I was so driven by fear that desperation marred my logic. I was too frightened to acknowledge that the devil might have any power at all.
So, I offered strange fire in my own wisdom, which wasn't any kind of wisdom at all.
What a laugh he must have been having at my expense.
I would say, "A shadow is only a sign that you're standing in the light." This way of thinking would have you believe that the devil is as illusory and powerless as a shadow, and that is false.
The devil is not a harmless shadow. He doesn't just want to make a dark spot at your feet. He wants to steal from you, kill you and destroy everything touched by God in your life. He wants your soul for eternity. He wants your loved ones' souls too.
Let's face it. One of the reasons we fall for these deceptions is that we don't want the devil to have any power in our lives. We fear what will happen if he does.
To address that fear by ignoring it is to use a new age practice (which is actually old age, since there is nothing new under the sun). It is a manipulative tactic that resorts to our own power rather than what the Bible tells us to do.
We were not given the armor of God just to spend our lives as cotton candy vendors at the game of life. We are meant to be soldiers.
No sword works against an enemy you refuse to look at.
You might ask, "Shouldn't I put my attention on Jesus?"
Yes, of course you should, and you should think on things that are pure, lovely, and so on. But the Bible also tells us to be sober and vigilant regarding the devil, and we should do that as well.
If the Bible tells us to do both then we are capable of doing both.
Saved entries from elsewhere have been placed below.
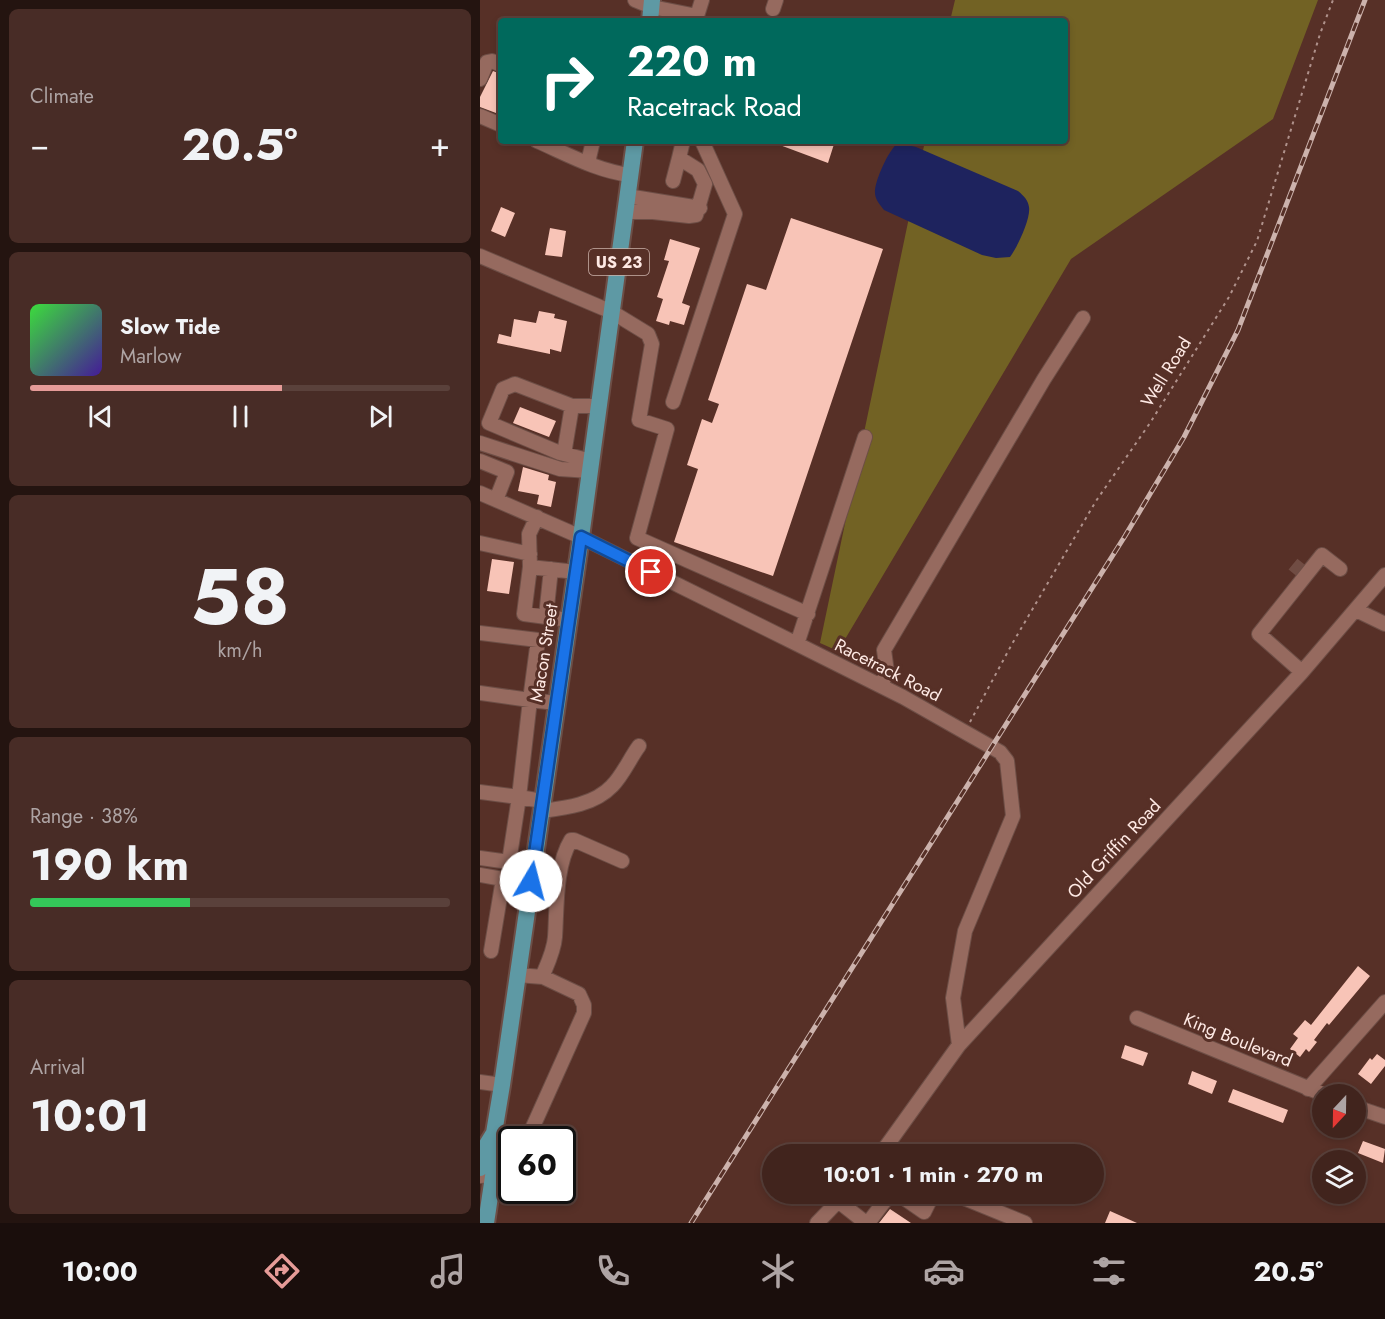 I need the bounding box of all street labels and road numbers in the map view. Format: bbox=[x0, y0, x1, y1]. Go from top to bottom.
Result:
road number: US 23 bbox=[589, 249, 649, 275]
street label: Well Road bbox=[1134, 332, 1198, 412]
street label: Macon Street bbox=[523, 601, 565, 704]
street label: Racetrack Road bbox=[830, 632, 946, 708]
street label: Old Griffin Road bbox=[1061, 794, 1167, 904]
street label: King Boulevard bbox=[1180, 1006, 1296, 1074] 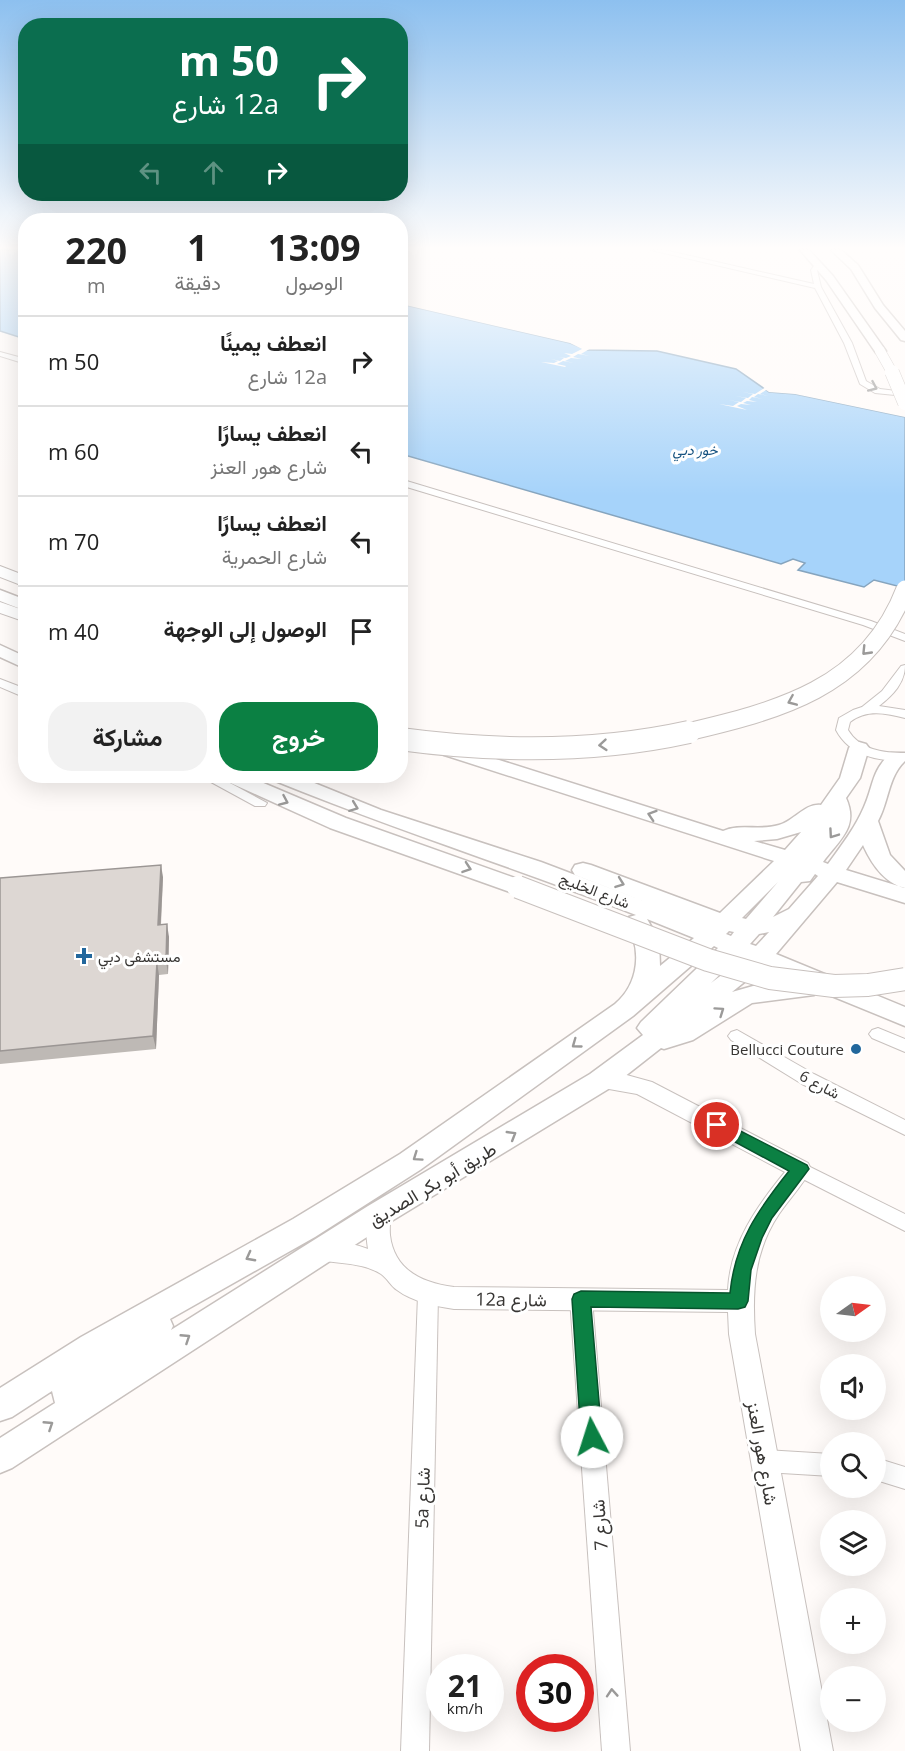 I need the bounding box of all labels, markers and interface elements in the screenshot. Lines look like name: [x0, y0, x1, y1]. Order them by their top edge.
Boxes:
text: 50 m: [179, 31, 279, 88]
icon: right: [300, 42, 378, 120]
text: 12a شارع: [172, 85, 279, 122]
icon: left: [134, 156, 167, 189]
icon: ahead: [197, 156, 230, 189]
icon: right: [260, 156, 293, 189]
text: 1: [187, 223, 208, 272]
text: 13:09: [268, 223, 361, 272]
text: 220: [65, 226, 127, 275]
text: دقيقة: [174, 269, 221, 296]
text: الوصول: [286, 269, 343, 296]
text: m: [87, 272, 105, 299]
text: انعطف يمينًا: [220, 327, 327, 357]
icon: right: [345, 345, 378, 378]
text: 50 m: [48, 346, 99, 376]
text: 12a شارع: [248, 363, 327, 390]
one-way arrow: [867, 380, 878, 392]
text: انعطف يسارًا: [217, 417, 327, 447]
icon: left: [345, 435, 378, 468]
text: 60 m: [48, 436, 99, 466]
water label: خور دبي: [672, 440, 718, 462]
text: شارع هور العنز: [210, 453, 327, 480]
text: انعطف يسارًا: [217, 507, 327, 537]
icon: left: [345, 525, 378, 558]
text: 70 m: [48, 526, 99, 556]
text: شارع الحمرية: [222, 543, 327, 570]
text: الوصول إلى الوجهة: [163, 613, 327, 643]
icon: arrive: [345, 615, 378, 648]
text: 40 m: [48, 616, 99, 646]
one-way arrow: [863, 644, 874, 655]
one-way arrow: [788, 694, 799, 706]
button: مشاركة: [48, 702, 207, 771]
button: خروج: [219, 702, 378, 771]
one-way arrow: [598, 738, 607, 751]
one-way arrow: [278, 793, 289, 805]
one-way arrow: [348, 799, 358, 812]
one-way arrow: [647, 810, 658, 822]
one-way arrow: [829, 827, 840, 838]
one-way arrow: [461, 861, 472, 874]
street label: شارع الخليج: [556, 868, 633, 914]
one-way arrow: [614, 876, 625, 889]
place label: مستشفى دبي: [98, 946, 181, 970]
marker: مستشفى دبي: [75, 947, 93, 965]
one-way arrow: [714, 1007, 725, 1018]
one-way arrow: [572, 1037, 583, 1048]
place label: Bellucci Couture: [730, 1039, 844, 1059]
marker: Bellucci Couture: [849, 1042, 863, 1056]
street label: شارع 6: [796, 1065, 844, 1105]
pin: [691, 1099, 742, 1150]
icon: arrive: [700, 1108, 733, 1141]
one-way arrow: [506, 1131, 516, 1143]
street label: طريق أبو بكر الصديق: [364, 1136, 500, 1232]
one-way arrow: [413, 1150, 424, 1161]
one-way arrow: [246, 1250, 256, 1261]
north arrow: [820, 1276, 886, 1342]
map controls: [820, 1276, 886, 1732]
street label: 12a شارع: [475, 1286, 547, 1313]
one-way arrow: [179, 1334, 190, 1345]
button: sound: [820, 1354, 886, 1420]
street label: شارع هور العنز: [741, 1398, 784, 1507]
position arrow: [560, 1405, 624, 1469]
one-way arrow: [43, 1421, 53, 1433]
button: search: [820, 1432, 886, 1498]
street label: 5a شارع: [409, 1467, 436, 1529]
street label: شارع 7: [585, 1499, 614, 1551]
button: layers: [820, 1510, 886, 1576]
button: +: [820, 1588, 886, 1654]
speed limit sign: 30: [516, 1654, 594, 1732]
text: 21: [448, 1665, 482, 1706]
button: −: [820, 1666, 886, 1732]
one-way arrow: [606, 1688, 619, 1697]
text: km/h: [447, 1698, 483, 1718]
We can trust that God would not tell us to do something we cannot do. No part of the Bible steers us wrong.
But I propose that with the advent of "positive thinking," we have come to lack more of the vigilance than the "thoughts on the pure and lovely." Consequently, many end up placing their focus on a false Jesus, one who is not holy, one who has no hatred for sin, one who will speak to you through a psychic for $4.99 a minute if you keep following him.
You do not attract what you fear. That is a lie.
And vigilance in regard to the devil is not fear. It is obedience. It is wisdom.
Matthew 10:16 Behold, I send you forth as sheep in the midst of wolves: be ye therefore wise as serpents, and harmless as doves.